Unser Besuch in der Volksbank Pforzheim

Am Donnerstag, dem 11. Mai 2017 besuchten wir, die Klasse 8b, die Volksbank in Pforzheim.

Dort wurden wir von Herrn Kretschmar, einem Kundenberater, empfangen. Nach einer kurzen Begrüßung stellte er uns den Wirtschaftskreislauf zwischen Haushalten, Firmen und der Bank vor.

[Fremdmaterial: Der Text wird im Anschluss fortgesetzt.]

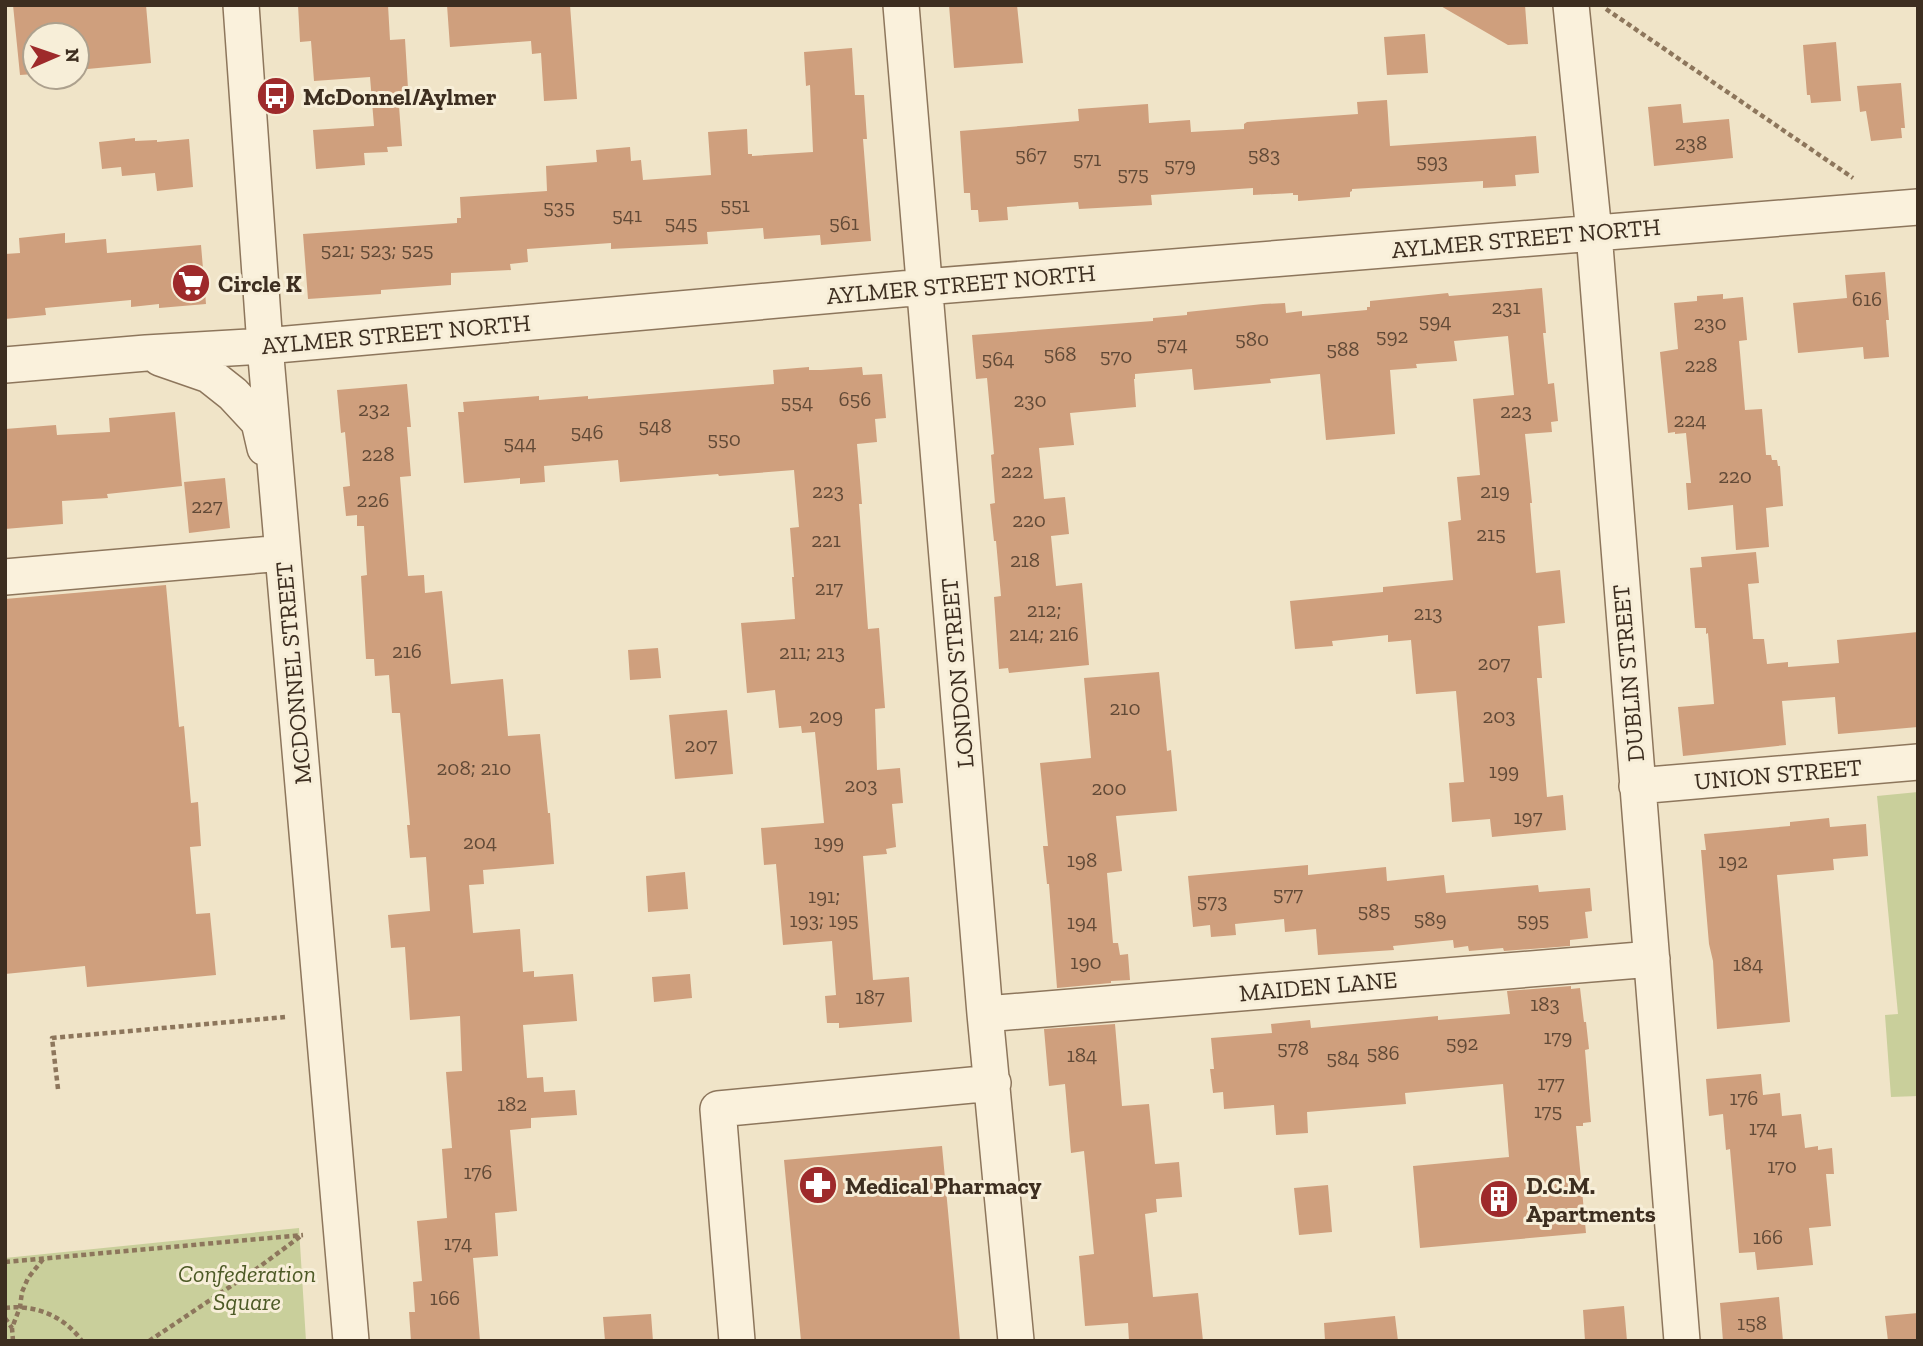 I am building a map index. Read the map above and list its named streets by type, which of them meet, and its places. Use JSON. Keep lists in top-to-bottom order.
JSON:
{
  "streets": {
    "street": [
      "AYLMER STREET NORTH",
      "MCDONNEL STREET",
      "LONDON STREET",
      "DUBLIN STREET",
      "UNION STREET",
      "MAIDEN LANE"
    ]
  },
  "crossings": [
    ["AYLMER STREET NORTH", "MCDONNEL STREET"],
    ["AYLMER STREET NORTH", "LONDON STREET"],
    ["AYLMER STREET NORTH", "DUBLIN STREET"],
    ["LONDON STREET", "MAIDEN LANE"],
    ["DUBLIN STREET", "UNION STREET"],
    ["DUBLIN STREET", "MAIDEN LANE"]
  ],
  "parks": ["Confederation Square"],
  "places": {
    "bus stop": ["McDonnel/Aylmer"],
    "supermarket": ["Circle K"],
    "pharmacy": ["Medical Pharmacy"],
    "building": ["D.C.M. Apartments"]
  },
  "house_numbers": [
    "238",
    "567",
    "583",
    "571",
    "593",
    "579",
    "575",
    "551",
    "535",
    "541",
    "545",
    "561",
    "521; 523; 525",
    "616",
    "231",
    "594",
    "230",
    "592",
    "580",
    "574",
    "588",
    "568",
    "570",
    "564",
    "228",
    "656",
    "230",
    "554",
    "232",
    "223",
    "224",
    "548",
    "546",
    "550",
    "544",
    "228",
    "222",
    "220",
    "223",
    "219",
    "226",
    "227",
    "220",
    "215",
    "221",
    "218",
    "217",
    "212; 214; 216",
    "213",
    "216",
    "211; 213",
    "207",
    "210",
    "209",
    "203",
    "207",
    "208; 210",
    "199",
    "203",
    "200",
    "197",
    "204",
    "199",
    "198",
    "192",
    "577",
    "191; 193; 195",
    "573",
    "585",
    "589",
    "595",
    "194",
    "190",
    "184",
    "187",
    "183",
    "179",
    "592",
    "578",
    "586",
    "184",
    "584",
    "177",
    "176",
    "182",
    "175",
    "174",
    "170",
    "176",
    "166",
    "174",
    "166",
    "158"
  ],
  "north": "right"
}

Er erklärte uns, dass wenn eine Person eine Firma gründen will, folgende Bedingungen erfüllt sein müssen, um einen Kredit von der Bank zur erhalten:

- ein Firmensitz,

- Personal, und selbstverständlich

- eine gute Geschäftsidee.

Er gab drei Schülern jeweils einen Zettel mit einer Geschäftsidee auf dem Pausenhof.

Auf dem ersten Zettel stand, dass die Person in der Pause Pizzen verkaufen möchte. Herr Kretschmar fragte, ob wir das für eine gute Idee hielten und alle stimmten mit ‘Ja’.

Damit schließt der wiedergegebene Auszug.